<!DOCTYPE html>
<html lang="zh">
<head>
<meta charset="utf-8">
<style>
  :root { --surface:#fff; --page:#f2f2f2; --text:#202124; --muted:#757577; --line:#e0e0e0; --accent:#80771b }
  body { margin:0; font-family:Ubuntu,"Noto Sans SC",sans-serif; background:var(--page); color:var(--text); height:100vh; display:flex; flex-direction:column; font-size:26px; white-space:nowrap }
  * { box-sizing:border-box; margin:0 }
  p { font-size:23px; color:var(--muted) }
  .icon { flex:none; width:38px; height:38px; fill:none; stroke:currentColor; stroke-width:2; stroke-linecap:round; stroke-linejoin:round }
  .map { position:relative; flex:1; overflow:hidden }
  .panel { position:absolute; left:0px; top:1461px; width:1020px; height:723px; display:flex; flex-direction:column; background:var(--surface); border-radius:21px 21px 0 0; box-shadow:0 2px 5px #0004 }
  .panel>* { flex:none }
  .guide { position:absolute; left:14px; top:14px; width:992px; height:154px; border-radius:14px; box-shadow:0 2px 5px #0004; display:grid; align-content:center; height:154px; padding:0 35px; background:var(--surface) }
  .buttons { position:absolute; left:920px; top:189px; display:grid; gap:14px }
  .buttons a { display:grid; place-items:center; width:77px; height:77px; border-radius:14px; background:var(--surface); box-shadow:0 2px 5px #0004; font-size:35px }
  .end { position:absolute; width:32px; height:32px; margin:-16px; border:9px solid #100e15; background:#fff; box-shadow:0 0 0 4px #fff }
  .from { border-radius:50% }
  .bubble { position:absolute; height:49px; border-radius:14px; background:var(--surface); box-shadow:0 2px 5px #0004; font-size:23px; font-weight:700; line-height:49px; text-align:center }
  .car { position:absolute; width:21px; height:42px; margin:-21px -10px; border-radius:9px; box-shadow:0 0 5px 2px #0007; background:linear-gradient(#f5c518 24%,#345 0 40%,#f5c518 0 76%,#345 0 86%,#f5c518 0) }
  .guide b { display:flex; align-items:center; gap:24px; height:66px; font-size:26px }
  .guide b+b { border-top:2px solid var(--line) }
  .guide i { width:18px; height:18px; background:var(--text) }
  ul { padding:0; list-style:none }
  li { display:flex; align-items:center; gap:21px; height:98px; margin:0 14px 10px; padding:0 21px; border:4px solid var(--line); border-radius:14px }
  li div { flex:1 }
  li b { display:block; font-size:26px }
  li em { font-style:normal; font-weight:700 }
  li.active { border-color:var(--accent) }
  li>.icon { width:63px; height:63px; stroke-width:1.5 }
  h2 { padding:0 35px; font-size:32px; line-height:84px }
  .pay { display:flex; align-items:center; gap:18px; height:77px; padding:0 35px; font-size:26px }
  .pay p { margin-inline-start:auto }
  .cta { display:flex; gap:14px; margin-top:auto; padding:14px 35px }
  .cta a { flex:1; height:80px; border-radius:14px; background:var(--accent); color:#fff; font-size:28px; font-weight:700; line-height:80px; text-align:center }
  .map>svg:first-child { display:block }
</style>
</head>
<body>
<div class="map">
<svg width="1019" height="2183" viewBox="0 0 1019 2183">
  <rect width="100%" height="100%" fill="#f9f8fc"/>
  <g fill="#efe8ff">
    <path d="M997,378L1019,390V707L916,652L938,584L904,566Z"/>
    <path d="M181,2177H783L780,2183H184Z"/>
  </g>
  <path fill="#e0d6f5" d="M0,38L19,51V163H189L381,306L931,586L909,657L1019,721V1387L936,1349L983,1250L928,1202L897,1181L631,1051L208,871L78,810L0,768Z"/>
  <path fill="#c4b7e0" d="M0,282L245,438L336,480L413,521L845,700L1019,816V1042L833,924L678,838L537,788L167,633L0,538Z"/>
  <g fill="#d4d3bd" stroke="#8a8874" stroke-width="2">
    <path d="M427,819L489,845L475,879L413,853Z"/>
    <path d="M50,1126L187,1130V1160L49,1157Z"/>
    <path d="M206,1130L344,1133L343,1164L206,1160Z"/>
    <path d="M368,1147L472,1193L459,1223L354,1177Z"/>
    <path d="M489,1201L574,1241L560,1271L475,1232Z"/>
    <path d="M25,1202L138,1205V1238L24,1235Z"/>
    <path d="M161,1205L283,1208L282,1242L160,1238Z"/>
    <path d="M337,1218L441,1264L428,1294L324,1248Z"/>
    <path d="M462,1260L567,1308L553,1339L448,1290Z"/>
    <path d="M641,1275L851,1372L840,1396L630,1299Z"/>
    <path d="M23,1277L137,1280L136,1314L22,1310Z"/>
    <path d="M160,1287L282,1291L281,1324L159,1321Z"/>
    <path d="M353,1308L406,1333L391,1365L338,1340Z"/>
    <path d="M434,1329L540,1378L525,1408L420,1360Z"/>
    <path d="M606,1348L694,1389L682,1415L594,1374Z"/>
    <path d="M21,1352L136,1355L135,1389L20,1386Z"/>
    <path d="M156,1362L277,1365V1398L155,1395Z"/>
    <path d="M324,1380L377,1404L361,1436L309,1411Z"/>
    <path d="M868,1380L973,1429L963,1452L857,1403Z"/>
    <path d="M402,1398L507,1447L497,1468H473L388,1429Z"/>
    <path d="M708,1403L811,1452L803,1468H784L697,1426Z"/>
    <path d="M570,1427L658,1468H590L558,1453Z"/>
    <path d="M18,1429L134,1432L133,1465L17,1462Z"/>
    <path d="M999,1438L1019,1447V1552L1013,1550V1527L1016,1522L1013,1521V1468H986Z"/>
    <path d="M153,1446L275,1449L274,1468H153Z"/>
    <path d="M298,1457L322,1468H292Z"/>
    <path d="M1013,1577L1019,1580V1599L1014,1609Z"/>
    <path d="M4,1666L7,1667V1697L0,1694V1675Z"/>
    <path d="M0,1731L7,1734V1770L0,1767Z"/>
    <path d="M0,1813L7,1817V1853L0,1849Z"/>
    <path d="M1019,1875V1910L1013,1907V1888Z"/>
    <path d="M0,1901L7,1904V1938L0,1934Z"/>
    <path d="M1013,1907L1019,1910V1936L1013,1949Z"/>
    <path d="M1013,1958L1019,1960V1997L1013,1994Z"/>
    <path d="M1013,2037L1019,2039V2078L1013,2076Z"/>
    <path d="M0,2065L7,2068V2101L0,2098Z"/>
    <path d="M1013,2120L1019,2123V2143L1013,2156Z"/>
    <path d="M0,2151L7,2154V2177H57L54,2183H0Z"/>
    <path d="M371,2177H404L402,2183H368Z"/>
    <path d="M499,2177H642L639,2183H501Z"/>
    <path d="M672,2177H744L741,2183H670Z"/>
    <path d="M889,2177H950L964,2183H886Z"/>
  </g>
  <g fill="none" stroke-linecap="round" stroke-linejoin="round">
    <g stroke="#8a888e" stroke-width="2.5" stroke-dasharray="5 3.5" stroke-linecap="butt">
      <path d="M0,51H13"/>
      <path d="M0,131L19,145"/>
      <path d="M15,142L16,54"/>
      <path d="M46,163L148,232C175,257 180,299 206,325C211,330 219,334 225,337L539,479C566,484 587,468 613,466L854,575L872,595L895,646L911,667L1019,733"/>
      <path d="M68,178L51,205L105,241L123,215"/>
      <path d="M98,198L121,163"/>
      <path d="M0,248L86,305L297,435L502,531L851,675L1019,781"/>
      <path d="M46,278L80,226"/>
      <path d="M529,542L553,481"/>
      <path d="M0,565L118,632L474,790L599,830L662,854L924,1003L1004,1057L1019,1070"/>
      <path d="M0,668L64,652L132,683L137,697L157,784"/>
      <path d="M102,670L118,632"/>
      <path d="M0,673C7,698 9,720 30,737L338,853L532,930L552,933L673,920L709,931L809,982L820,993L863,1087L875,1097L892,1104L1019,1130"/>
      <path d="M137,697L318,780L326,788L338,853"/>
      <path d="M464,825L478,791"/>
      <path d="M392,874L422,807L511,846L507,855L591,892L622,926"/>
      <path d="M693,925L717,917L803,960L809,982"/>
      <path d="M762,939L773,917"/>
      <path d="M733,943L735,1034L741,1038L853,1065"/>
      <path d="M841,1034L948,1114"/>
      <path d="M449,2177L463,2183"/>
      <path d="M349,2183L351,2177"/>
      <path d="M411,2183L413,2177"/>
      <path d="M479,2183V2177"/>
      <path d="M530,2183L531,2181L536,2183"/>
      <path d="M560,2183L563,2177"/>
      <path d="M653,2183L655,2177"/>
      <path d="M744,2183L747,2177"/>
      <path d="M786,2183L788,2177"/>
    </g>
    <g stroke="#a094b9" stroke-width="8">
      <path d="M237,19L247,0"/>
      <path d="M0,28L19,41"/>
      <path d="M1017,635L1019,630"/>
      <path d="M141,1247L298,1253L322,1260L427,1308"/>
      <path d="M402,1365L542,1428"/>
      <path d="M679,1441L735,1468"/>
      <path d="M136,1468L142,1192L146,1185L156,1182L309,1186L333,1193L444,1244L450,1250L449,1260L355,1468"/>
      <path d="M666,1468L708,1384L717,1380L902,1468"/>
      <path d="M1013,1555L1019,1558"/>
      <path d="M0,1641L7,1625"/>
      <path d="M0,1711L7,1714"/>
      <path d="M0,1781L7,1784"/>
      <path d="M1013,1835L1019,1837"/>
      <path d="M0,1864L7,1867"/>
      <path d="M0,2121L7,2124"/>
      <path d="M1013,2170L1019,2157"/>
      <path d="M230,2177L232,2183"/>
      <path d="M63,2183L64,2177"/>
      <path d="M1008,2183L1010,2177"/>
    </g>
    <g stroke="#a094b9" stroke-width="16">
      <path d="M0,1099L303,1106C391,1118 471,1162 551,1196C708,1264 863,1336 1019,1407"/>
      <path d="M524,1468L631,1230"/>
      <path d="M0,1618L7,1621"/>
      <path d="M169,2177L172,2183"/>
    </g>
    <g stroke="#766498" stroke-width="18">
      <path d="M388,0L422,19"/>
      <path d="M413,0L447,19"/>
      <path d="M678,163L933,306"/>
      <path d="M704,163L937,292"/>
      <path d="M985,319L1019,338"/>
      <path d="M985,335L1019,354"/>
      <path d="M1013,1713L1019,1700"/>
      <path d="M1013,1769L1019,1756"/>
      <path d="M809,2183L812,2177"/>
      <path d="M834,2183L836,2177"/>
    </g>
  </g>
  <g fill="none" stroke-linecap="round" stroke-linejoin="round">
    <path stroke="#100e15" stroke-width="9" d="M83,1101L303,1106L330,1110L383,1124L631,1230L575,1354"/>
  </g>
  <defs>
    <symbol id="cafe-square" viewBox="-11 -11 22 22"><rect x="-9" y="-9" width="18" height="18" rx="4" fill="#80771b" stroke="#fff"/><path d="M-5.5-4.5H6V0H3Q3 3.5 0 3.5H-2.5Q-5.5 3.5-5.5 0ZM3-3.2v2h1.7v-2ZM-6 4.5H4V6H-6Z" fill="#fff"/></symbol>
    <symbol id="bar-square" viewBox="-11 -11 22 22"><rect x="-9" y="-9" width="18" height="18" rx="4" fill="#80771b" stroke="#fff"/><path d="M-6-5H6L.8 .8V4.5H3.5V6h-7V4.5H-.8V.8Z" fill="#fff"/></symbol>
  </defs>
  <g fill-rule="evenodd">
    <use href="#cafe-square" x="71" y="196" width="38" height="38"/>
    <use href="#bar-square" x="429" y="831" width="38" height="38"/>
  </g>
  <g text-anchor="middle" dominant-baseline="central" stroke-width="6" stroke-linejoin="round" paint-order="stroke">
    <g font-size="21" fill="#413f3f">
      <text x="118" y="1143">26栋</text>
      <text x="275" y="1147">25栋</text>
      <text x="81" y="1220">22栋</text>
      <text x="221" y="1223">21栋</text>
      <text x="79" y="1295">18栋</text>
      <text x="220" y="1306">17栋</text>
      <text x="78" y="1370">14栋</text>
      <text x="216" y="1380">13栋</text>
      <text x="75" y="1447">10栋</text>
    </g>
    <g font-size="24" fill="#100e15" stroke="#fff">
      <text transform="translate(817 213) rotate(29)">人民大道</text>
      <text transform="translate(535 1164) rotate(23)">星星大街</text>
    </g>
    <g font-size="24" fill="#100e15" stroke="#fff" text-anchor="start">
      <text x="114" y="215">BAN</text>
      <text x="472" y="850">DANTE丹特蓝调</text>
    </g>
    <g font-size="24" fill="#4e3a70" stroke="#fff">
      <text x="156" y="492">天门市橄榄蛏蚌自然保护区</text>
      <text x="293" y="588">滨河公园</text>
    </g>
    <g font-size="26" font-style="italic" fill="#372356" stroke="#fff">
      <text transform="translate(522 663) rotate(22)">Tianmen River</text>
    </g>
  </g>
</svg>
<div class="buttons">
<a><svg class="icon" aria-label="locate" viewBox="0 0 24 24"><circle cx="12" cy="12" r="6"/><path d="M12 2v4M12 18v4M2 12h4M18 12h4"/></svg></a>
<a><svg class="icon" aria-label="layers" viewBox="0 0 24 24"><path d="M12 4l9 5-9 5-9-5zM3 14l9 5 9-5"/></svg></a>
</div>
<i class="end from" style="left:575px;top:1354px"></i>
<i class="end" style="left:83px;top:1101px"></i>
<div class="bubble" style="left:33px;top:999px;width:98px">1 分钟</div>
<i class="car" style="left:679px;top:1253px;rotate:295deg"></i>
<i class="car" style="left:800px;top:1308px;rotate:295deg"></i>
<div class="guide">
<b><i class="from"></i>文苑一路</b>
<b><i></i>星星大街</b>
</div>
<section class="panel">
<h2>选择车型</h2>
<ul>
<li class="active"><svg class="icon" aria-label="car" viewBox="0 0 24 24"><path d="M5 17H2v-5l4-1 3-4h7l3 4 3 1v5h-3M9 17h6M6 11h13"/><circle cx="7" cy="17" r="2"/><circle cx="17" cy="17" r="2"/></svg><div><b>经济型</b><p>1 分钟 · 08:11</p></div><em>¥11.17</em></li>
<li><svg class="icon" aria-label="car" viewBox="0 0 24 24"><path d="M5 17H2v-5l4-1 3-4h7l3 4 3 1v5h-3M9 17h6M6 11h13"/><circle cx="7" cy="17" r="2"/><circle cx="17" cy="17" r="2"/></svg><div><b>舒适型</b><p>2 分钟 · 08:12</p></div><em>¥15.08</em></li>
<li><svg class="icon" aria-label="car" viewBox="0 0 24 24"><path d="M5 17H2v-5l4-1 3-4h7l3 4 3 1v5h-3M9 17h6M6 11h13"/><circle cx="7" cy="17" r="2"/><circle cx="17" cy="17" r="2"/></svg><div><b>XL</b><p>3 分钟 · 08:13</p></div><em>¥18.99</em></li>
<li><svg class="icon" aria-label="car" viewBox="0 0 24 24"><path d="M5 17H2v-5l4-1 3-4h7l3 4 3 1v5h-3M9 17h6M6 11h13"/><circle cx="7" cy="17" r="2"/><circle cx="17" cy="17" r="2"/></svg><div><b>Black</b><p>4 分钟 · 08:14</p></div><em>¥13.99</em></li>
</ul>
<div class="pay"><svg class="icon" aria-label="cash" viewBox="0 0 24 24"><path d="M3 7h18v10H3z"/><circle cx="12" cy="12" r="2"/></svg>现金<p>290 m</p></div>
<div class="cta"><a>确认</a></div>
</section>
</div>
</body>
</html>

● ● ●

WHAT IS REQUIRED: Would you filter the records and copy out each line containing "translate"?

YOUR RESPONSE:
      <text transform="translate(817 213) rotate(29)">人民大道</text>
      <text transform="translate(535 1164) rotate(23)">星星大街</text>
      <text transform="translate(522 663) rotate(22)">Tianmen River</text>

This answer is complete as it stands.